When it comes to artificial intelligence, the same names always come to mind by now: ChatGPT, at most Google’s Bard. Although the United States is the global linchpin of the industry and China the direct competitor, the rest of the world is also trying to stay on the cutting edge.
Such is the case in the United Arab Emirates, where a group linked to Abu Dhabi’s ruling family has launched what it described as the world’s most advanced Arabic artificial intelligence software.

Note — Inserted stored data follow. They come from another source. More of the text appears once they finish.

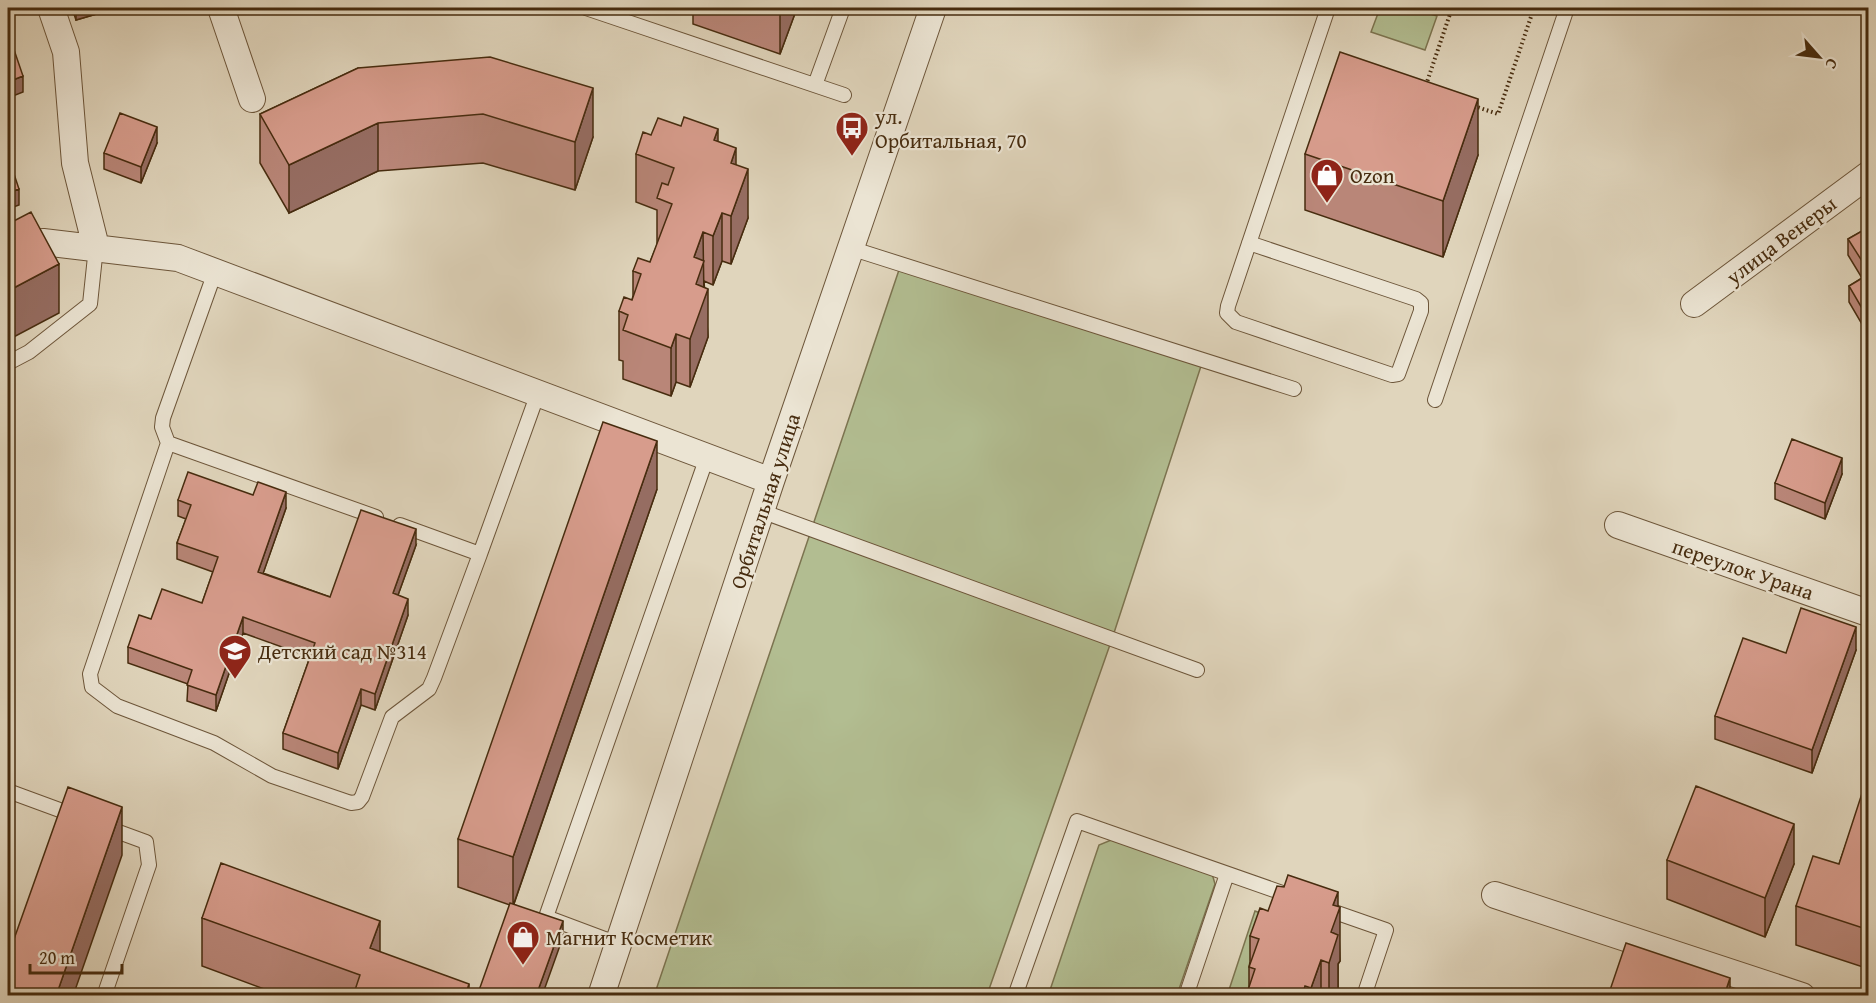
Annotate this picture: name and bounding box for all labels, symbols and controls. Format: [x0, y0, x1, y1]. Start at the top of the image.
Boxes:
north arrow [1789, 27, 1849, 87]
text: С [1820, 54, 1845, 74]
place label: ул. Орбитальная, 70 [874, 101, 1027, 156]
bus stop icon: ул. Орбитальная, 70 [834, 110, 870, 157]
shop icon: Ozon [1309, 157, 1345, 204]
place label: Ozon [1350, 160, 1395, 191]
street label: улица Венеры [1719, 188, 1843, 292]
street label: Орбитальная улица [722, 409, 808, 593]
street label: переулок Урана [1668, 530, 1818, 608]
school or university icon: Детский сад №314 [217, 633, 253, 680]
place label: Детский сад №314 [257, 636, 427, 667]
shop icon: Магнит Косметик [505, 919, 541, 966]
place label: Магнит Косметик [546, 922, 712, 953]
scale bar [30, 937, 122, 975]
text: 20 m [39, 944, 75, 971]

The product is called Jais and is an open-source model available for use by the more than four hundred million Arabic speakers in the world, built on a data set in Arabic and English.
Table of Contents
Jais, a regional model
Unveiled in late August, the model is a collaboration between G42, an artificial intelligence company chaired by the UAE’s United Arab Emirates national security adviser Sheikh Tahnoon bin Zayed al-Nahyan, Abu Dhabi’s Mohamed bin Zayed University of Artificial Intelligence (Mbzuai) and Cerebras, a California-based company in the field.
The launch comes as the United Arab Emirates and Saudi Arabia have purchased thousands of high-performance Nvidia chips needed to develop artificial intelligence as part of a global race to secure the supplies needed to power the industry.
Previously, the United Arab Emirates had developed an open-source large language model (Llm), known as Falcon, at the Technology innovation institute in Masdar City, Abu Dhabi. This, using more than three hundred Nvidia chips. Earlier this year, Cerebras signed a $100 million deal to supply nine supercomputers to G42, one of the largest such contracts.
“The UAE has been a pioneer in this area. We are ahead of our time, hopefully. We see it as a global race,” said Andrew Jackson, managing director of Inception, G42’s AI applied research unit. Most of the master’s degree programs are focused on English. Arabic is one of the most widely spoken languages in the world. Why shouldn’t the Arabic-speaking community have an Llm?”
The global challenge
Today’s most advanced Llm include (of course) the GPT-4 that powers OpenAI’s ChatGPT. But also Google’s PaLM that supports the Bard chatbot and Meta’s open-source LLaMA model. All are capable of understanding and generating Arabic text. But experts say Arabic within these models, which can run in up to 100 languages, would be ineffective.
According to its creators, Jais performs better than Falcon and open-source models such as LLaMA when benchmarked on its accuracy in Arabic. Falcon’s developers also disclosed that the software has not been pre-trained in Arabic.
Jais was also designed to have a more accurate understanding of the culture and context of the region, unlike most U.S.-centric models. Prior to launch, extensive testing was conducted to eliminate harmful or sensitive content as well as offensive or inappropriate materials that do not represent the values of the organizations involved in developing the model.
Jais is named after the highest mountain in the Emirates and was trained for twenty-one days on a subset of Cerebras’ Condor Galaxy 1 AI supercomputer by a team in Abu Dhabi. G42 collaborated with other Abu Dhabi entities as launch partners to use the technology. Thus including the Abu Dhabi National Oil Company, the Mubadala wealth fund, and Etihad Airways.
One of the challenges in training the model was the lack of high-quality Arabic language data available online as opposed to English. Jais uses both modern standard Arabic, understood throughout the Middle East, and the various dialects spoken in the region, drawing on media, social media, and codes.